WHAT TO DO: Send back the line that contains "Transcribe the names" and all lines following it through the end of the data below, exactly, omitting pictures.

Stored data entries
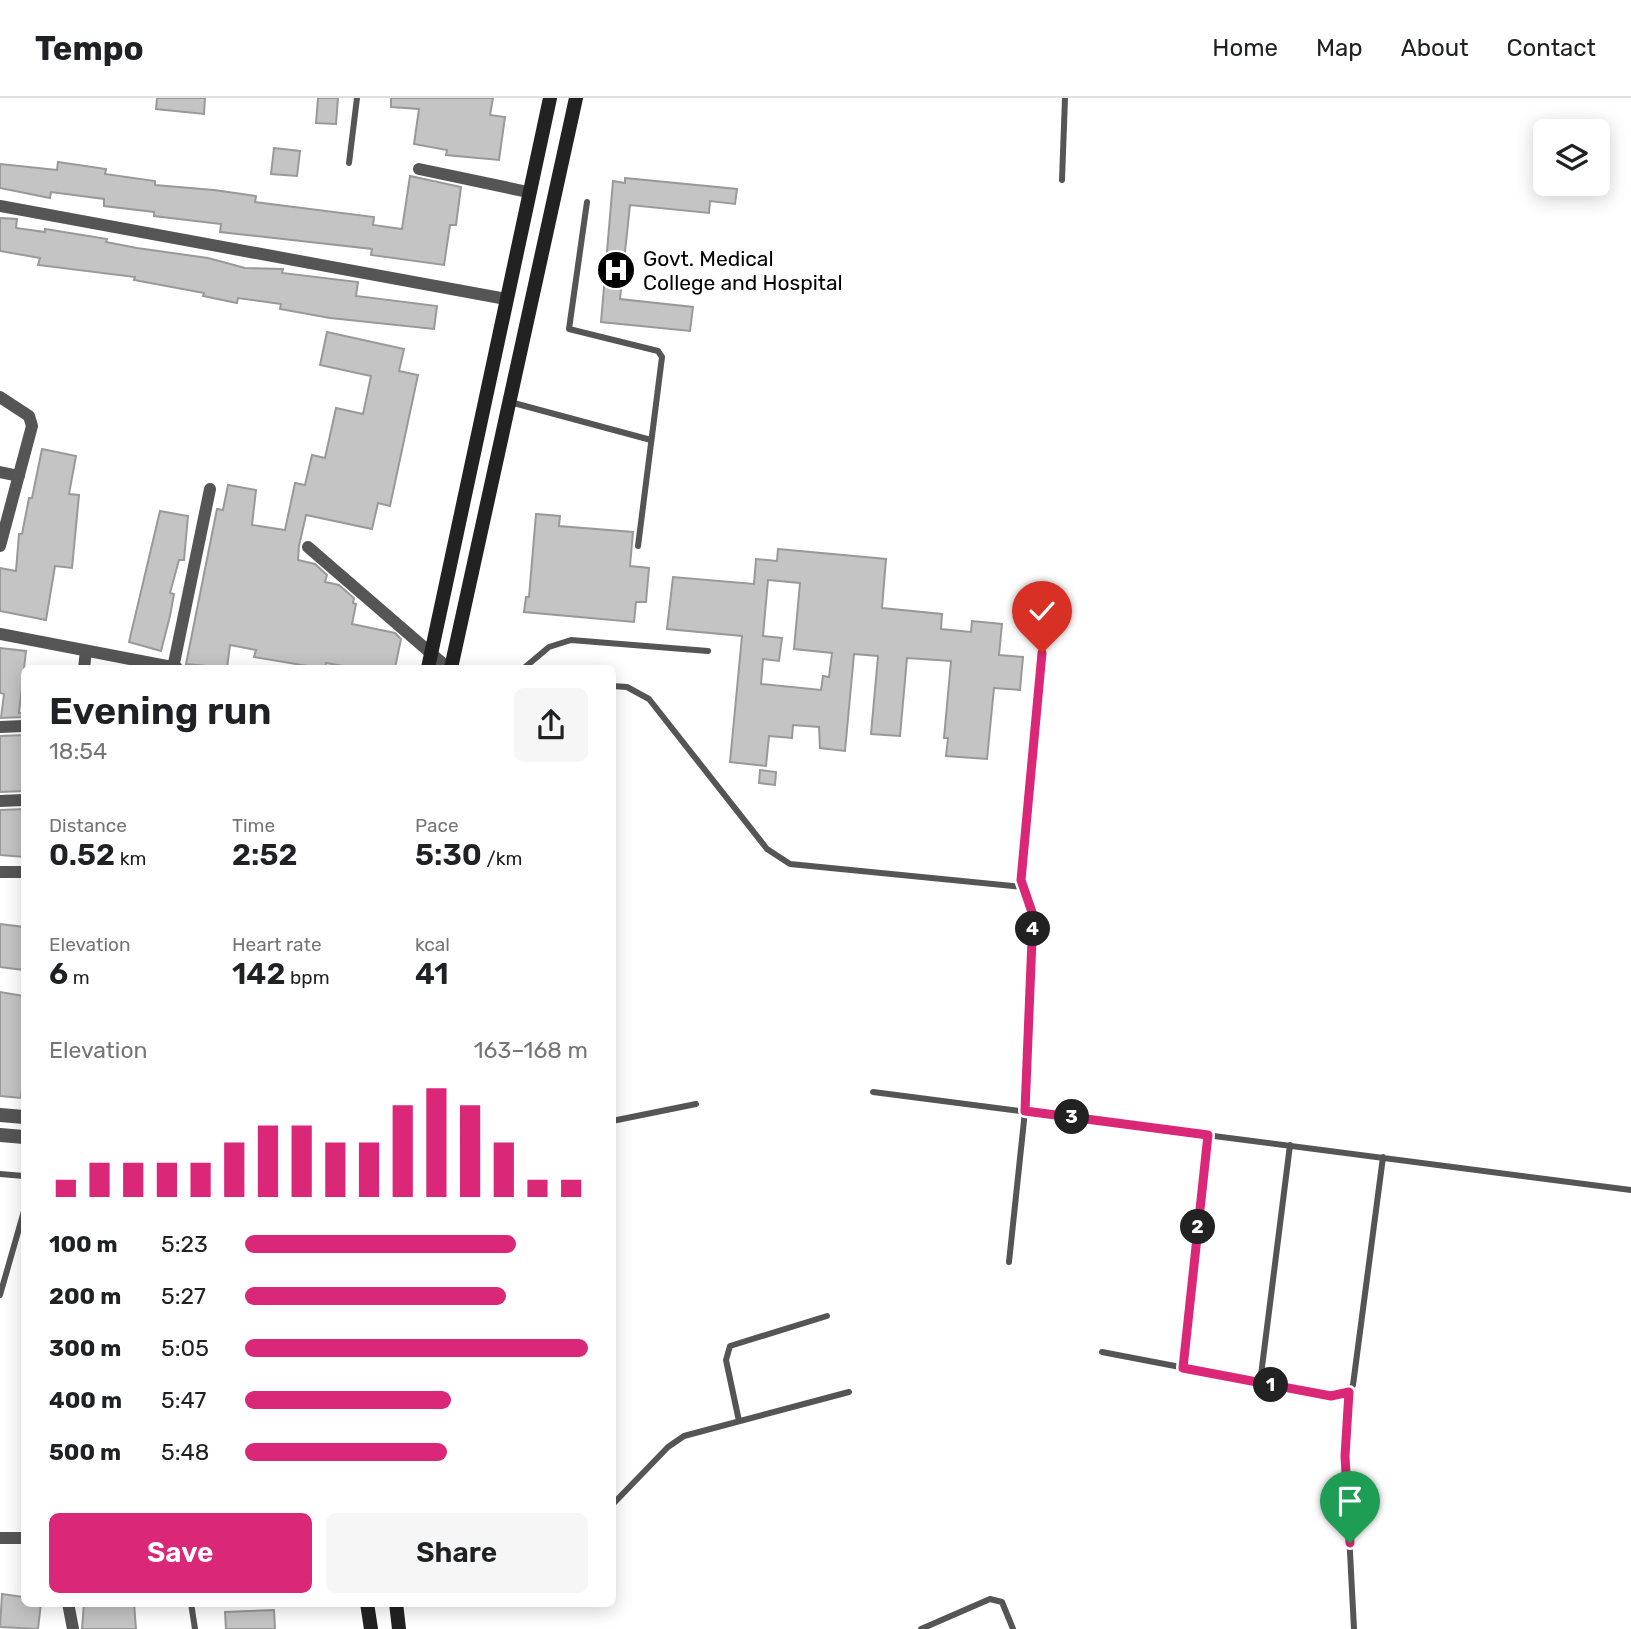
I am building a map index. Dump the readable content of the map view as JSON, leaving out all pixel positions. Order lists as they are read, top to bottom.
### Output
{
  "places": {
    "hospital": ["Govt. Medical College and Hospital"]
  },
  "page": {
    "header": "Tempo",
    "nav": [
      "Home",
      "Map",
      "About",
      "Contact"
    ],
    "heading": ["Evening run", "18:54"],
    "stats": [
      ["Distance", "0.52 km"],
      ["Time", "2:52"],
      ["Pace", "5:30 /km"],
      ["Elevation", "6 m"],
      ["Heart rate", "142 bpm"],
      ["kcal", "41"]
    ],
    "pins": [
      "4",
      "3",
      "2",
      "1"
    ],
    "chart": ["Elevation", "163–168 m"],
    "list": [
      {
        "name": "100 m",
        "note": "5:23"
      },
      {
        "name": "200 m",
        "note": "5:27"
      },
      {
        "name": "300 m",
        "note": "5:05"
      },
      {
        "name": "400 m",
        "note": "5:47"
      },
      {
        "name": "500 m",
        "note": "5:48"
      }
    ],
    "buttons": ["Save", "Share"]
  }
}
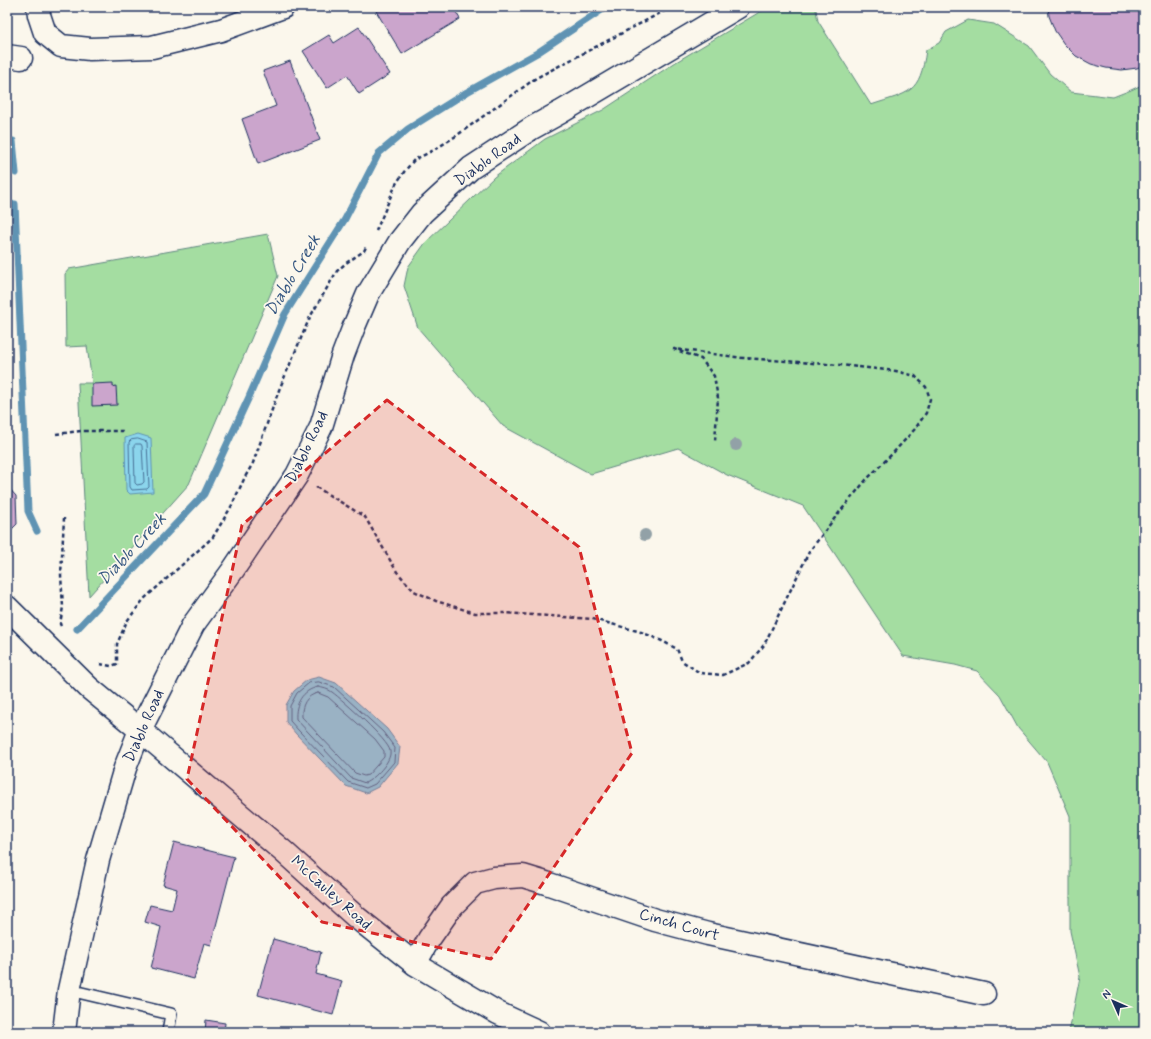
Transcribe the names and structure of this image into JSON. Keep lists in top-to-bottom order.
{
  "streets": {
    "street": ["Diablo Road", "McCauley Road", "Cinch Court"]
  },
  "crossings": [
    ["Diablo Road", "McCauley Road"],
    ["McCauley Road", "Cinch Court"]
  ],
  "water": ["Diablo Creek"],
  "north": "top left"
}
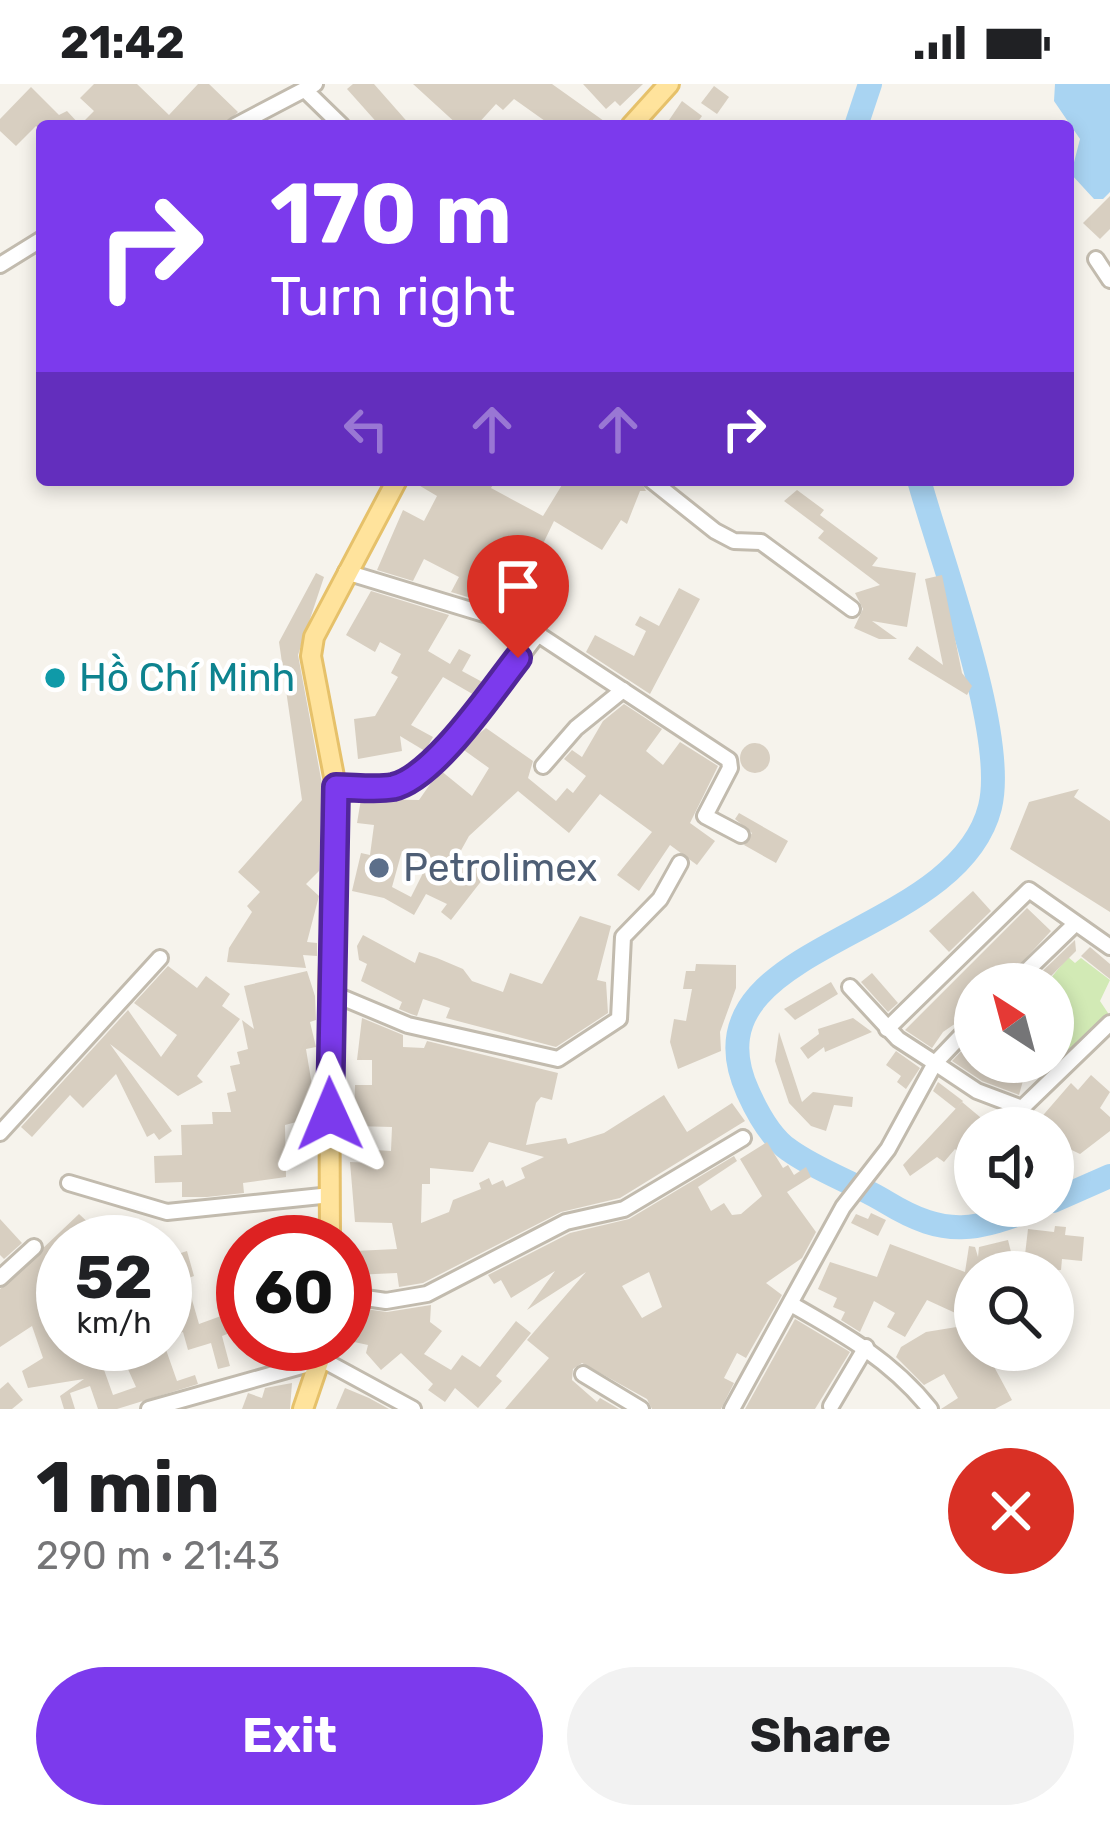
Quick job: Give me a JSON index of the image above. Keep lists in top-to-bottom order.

SOLUTION TO THE PROBLEM:
Transcribe the names and structure of this image into JSON. Keep lists in top-to-bottom order.
{
  "streets": {
    "street": ["Diablo Road", "McCauley Road", "Cinch Court"]
  },
  "crossings": [
    ["Diablo Road", "McCauley Road"],
    ["McCauley Road", "Cinch Court"]
  ],
  "water": ["Diablo Creek"],
  "north": "top left"
}
Quick job: Give me a JSON index of the image above. Keep lists in top-to-bottom order.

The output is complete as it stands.